Heathcliff is, when being discussed of, surrounded by sinister appearing words which aren’t necessarily talking about his character explicitly, but they aid to create a dark and scary atmosphere around his figure. An example of this is certainly in chapter seven wherever Nelly is usually talking about Heathcliff she uses words just like ‘lurk’ and ‘vicious’ and this is what makes this darker atmosphere. Bronte does the same with Edgar, as when he is usually talking or being brought up, words including ‘gently’ and ‘beautiful’ are used and this really helps to project a calm and soft atmosphere about Edgar, which is completely different for the atmosphere Heathcliff carries with him, and so increases the contrast that the target audience sees between Heathcliff and Edgar.
Catherine brings the attention to the contrast involving the two in chapter on the lookout for where she says ‘(Heathcliff’s soul) and Linton’s is as diverse as a moonbeam from super, or frost from fire’ This use of binary opposites again suggests with the use of the text fire and lightning that Heathcliff is definitely violent and harmful and burns, which will again affiliates him with hell, plus the use of Ice and moonbeam to describe Edgars soul to suggest he can soft, light, cool and calm reinforces the previously stark compare between the two and once again suggests them not only to be different, but to always be complete opposites.

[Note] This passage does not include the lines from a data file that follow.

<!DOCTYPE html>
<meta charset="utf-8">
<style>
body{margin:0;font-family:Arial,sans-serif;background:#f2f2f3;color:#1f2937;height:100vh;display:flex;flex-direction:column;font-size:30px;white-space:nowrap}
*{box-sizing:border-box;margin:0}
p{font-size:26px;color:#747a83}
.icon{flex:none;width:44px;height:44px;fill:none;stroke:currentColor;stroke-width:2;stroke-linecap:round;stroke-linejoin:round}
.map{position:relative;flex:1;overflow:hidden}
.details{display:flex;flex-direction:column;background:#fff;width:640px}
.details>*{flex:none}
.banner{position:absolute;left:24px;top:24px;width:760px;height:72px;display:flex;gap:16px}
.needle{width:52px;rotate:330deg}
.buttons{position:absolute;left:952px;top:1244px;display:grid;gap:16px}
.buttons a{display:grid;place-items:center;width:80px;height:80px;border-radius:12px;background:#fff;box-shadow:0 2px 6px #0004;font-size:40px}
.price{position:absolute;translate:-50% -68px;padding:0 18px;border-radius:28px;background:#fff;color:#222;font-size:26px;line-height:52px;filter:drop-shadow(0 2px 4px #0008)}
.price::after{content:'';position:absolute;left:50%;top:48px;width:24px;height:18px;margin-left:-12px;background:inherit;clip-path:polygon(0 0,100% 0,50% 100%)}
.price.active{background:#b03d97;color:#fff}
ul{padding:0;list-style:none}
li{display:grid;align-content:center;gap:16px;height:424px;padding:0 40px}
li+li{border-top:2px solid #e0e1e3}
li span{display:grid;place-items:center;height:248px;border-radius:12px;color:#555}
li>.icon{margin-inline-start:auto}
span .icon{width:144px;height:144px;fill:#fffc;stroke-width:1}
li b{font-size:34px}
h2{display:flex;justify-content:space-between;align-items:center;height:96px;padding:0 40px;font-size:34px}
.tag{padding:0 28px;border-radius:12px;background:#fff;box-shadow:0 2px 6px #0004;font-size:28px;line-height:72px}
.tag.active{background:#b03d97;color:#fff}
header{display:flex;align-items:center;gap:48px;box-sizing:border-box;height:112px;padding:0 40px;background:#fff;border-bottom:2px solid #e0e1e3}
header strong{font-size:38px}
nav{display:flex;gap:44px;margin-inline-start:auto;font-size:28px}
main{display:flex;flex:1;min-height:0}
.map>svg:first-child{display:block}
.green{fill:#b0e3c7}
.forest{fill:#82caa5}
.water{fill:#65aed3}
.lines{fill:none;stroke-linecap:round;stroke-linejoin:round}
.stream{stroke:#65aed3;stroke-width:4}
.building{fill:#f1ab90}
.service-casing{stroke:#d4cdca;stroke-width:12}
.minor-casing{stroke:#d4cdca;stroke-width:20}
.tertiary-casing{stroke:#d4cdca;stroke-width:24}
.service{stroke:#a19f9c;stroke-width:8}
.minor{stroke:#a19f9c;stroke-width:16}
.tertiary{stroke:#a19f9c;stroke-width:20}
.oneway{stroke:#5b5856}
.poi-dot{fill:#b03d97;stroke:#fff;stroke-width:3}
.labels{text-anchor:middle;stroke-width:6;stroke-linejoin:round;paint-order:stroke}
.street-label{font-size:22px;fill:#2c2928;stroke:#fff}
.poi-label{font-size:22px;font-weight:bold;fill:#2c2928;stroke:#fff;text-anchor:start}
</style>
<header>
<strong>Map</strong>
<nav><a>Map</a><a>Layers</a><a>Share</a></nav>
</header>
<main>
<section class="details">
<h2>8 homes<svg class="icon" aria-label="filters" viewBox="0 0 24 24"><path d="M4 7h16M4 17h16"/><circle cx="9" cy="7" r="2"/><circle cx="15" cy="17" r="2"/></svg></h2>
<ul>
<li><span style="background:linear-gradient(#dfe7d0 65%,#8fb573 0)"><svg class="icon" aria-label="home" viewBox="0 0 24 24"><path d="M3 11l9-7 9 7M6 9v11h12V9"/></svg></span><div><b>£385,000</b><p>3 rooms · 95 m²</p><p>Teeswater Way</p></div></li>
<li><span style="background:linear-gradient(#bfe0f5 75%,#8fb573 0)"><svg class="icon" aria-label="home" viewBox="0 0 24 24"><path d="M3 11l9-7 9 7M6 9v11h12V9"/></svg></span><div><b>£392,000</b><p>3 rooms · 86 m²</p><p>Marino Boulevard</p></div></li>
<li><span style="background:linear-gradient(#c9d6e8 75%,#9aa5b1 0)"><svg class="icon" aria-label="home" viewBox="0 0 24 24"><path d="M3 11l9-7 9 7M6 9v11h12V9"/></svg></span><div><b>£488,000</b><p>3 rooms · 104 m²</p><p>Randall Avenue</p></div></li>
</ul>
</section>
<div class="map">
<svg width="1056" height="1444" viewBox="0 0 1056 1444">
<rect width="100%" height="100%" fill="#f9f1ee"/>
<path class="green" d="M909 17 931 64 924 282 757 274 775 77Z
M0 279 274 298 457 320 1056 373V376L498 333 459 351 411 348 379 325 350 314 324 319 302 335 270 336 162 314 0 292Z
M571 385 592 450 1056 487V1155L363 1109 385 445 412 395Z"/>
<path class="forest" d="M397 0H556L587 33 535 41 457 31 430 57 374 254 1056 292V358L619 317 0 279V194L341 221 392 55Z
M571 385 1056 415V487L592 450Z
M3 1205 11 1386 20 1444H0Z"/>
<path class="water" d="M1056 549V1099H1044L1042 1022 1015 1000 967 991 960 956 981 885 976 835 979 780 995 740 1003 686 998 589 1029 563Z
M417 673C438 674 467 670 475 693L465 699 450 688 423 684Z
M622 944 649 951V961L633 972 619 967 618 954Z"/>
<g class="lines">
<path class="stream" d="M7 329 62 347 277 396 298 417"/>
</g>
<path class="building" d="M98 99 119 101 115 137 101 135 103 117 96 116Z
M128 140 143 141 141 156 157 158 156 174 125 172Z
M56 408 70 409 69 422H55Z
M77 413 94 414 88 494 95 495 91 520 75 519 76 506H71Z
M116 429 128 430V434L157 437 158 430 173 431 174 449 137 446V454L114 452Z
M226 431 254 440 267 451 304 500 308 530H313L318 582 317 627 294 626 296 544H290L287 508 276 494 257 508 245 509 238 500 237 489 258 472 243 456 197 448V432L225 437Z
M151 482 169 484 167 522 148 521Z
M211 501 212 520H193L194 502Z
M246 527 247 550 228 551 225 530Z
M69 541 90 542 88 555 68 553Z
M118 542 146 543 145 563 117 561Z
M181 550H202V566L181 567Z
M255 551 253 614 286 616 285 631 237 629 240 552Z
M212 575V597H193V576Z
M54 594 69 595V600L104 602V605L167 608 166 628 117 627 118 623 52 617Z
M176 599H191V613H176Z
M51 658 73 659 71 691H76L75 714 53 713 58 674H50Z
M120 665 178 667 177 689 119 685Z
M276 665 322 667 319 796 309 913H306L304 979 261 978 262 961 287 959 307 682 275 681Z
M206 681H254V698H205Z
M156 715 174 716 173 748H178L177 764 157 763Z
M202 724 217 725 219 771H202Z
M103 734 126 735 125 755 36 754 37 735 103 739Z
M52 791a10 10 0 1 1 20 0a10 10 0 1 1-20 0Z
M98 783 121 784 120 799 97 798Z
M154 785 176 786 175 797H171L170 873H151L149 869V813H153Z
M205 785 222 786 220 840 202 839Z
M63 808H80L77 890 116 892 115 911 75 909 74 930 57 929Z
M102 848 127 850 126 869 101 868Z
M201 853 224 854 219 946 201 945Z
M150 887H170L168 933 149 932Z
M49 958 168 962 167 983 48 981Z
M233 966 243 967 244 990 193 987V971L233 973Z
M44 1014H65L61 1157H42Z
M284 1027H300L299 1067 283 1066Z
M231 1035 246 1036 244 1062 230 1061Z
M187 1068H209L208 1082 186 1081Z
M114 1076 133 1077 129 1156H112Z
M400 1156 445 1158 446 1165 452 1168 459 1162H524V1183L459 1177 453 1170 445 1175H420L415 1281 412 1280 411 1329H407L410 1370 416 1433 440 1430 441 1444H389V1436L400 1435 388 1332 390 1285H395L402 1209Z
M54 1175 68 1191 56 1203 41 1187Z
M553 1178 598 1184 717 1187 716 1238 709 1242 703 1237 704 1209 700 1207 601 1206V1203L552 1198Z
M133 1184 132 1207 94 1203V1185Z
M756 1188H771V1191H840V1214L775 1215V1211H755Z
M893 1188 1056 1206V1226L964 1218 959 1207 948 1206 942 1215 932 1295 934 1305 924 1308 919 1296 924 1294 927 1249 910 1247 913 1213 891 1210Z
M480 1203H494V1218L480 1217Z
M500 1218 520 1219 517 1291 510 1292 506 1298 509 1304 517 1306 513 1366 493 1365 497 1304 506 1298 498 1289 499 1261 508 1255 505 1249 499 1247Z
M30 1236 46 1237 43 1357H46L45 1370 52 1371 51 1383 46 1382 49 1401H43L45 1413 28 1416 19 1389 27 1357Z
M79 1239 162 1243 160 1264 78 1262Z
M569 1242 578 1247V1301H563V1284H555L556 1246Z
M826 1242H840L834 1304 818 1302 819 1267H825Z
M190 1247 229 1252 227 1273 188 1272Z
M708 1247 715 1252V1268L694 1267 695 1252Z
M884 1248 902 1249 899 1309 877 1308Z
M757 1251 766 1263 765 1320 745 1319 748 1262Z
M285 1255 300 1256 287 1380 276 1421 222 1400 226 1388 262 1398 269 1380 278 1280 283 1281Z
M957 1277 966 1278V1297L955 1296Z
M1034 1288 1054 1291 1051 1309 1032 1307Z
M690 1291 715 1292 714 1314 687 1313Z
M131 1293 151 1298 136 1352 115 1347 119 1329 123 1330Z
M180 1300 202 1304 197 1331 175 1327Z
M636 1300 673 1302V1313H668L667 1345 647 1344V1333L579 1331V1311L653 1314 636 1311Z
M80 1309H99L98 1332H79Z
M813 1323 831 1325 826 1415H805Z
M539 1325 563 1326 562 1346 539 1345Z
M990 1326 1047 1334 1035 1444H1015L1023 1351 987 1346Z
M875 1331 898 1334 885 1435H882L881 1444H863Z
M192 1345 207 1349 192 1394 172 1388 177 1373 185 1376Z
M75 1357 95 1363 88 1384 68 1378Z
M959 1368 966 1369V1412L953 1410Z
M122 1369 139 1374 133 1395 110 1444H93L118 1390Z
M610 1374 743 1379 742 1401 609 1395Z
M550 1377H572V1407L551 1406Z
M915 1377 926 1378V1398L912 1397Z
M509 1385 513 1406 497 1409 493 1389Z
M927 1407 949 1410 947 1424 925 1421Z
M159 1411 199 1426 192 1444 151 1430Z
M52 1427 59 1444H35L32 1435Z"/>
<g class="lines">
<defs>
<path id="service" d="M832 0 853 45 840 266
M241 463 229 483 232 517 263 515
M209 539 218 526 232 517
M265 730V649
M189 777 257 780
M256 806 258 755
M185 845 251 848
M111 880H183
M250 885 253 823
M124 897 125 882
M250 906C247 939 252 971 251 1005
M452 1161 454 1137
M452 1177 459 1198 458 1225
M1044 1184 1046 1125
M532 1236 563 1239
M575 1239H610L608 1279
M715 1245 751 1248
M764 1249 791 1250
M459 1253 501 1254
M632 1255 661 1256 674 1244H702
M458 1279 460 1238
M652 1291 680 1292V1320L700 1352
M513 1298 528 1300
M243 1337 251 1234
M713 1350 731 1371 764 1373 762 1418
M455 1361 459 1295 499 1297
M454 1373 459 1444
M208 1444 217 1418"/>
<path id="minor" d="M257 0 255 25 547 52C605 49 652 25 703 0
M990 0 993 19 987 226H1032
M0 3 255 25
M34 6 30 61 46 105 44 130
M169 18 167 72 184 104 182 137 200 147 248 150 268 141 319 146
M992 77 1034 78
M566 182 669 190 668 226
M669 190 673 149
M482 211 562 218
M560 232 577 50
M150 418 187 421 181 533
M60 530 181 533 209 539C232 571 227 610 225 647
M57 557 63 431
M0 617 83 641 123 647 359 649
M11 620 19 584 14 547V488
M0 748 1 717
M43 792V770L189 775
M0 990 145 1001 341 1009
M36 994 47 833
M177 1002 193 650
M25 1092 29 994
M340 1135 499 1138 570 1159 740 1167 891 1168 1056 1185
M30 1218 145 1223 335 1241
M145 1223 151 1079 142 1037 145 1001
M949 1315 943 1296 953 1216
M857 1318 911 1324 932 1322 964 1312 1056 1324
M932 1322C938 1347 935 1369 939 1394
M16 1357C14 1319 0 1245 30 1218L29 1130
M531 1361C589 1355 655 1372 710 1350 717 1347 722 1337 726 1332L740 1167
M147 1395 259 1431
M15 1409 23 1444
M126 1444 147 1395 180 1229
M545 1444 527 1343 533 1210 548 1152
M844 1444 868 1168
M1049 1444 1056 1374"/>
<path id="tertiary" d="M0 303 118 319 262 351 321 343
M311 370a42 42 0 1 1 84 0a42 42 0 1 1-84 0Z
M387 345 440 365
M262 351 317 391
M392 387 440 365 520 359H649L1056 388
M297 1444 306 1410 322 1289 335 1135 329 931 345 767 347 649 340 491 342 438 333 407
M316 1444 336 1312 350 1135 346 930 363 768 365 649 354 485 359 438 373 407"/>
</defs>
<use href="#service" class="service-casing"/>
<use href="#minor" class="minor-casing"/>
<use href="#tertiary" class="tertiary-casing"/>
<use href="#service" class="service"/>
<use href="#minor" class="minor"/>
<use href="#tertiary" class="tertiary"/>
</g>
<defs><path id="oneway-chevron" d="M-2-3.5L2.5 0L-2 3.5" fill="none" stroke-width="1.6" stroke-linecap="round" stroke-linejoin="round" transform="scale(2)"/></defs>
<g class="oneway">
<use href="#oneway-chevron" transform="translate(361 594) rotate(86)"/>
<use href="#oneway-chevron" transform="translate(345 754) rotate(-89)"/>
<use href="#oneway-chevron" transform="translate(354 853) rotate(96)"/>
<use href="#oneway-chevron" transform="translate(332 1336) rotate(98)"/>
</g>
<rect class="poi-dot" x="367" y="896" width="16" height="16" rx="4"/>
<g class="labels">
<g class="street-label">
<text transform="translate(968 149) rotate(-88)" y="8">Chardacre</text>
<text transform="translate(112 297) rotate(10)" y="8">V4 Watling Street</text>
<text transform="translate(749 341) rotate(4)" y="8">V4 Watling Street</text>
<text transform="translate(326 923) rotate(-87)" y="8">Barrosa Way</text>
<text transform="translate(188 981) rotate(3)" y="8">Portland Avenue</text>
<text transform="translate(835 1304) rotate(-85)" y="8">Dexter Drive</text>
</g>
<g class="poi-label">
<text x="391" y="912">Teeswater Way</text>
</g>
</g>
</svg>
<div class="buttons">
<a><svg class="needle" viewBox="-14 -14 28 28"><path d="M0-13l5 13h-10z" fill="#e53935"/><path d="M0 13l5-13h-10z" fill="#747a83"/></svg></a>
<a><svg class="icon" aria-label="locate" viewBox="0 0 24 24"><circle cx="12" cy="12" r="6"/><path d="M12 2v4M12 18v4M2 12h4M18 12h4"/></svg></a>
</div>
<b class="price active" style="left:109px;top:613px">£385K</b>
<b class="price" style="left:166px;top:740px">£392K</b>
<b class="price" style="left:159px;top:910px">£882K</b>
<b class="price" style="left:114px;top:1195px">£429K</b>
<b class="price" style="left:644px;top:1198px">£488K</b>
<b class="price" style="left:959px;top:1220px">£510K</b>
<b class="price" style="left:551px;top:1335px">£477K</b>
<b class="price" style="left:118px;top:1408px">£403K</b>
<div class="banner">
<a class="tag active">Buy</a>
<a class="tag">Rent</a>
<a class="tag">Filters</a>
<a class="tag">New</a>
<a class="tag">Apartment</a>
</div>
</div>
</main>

The fact that to most readers it would be apparent as to which in turn out of either Heathcliff and Edgar is the flames and lightning shows how Bronte have been slotting terms into the text as well as the individual characters, to make the reader relate Heathcliff with hell, and Edgar with Heaven. In summary, Bronte uses particular lexical fields that are binary opposites to each other and applies them to Heathcliff and Linton to exacerbate the contrast found between the two. Bronte likewise uses images of their appearance and living place, paired with continuous subtle language choices to make the audience associate Heathcliff with Hell, and Edgar with Paradise, and this makes us not only see the two as contrasting characters, but bad and good, and at the completely different ends of the spectrum.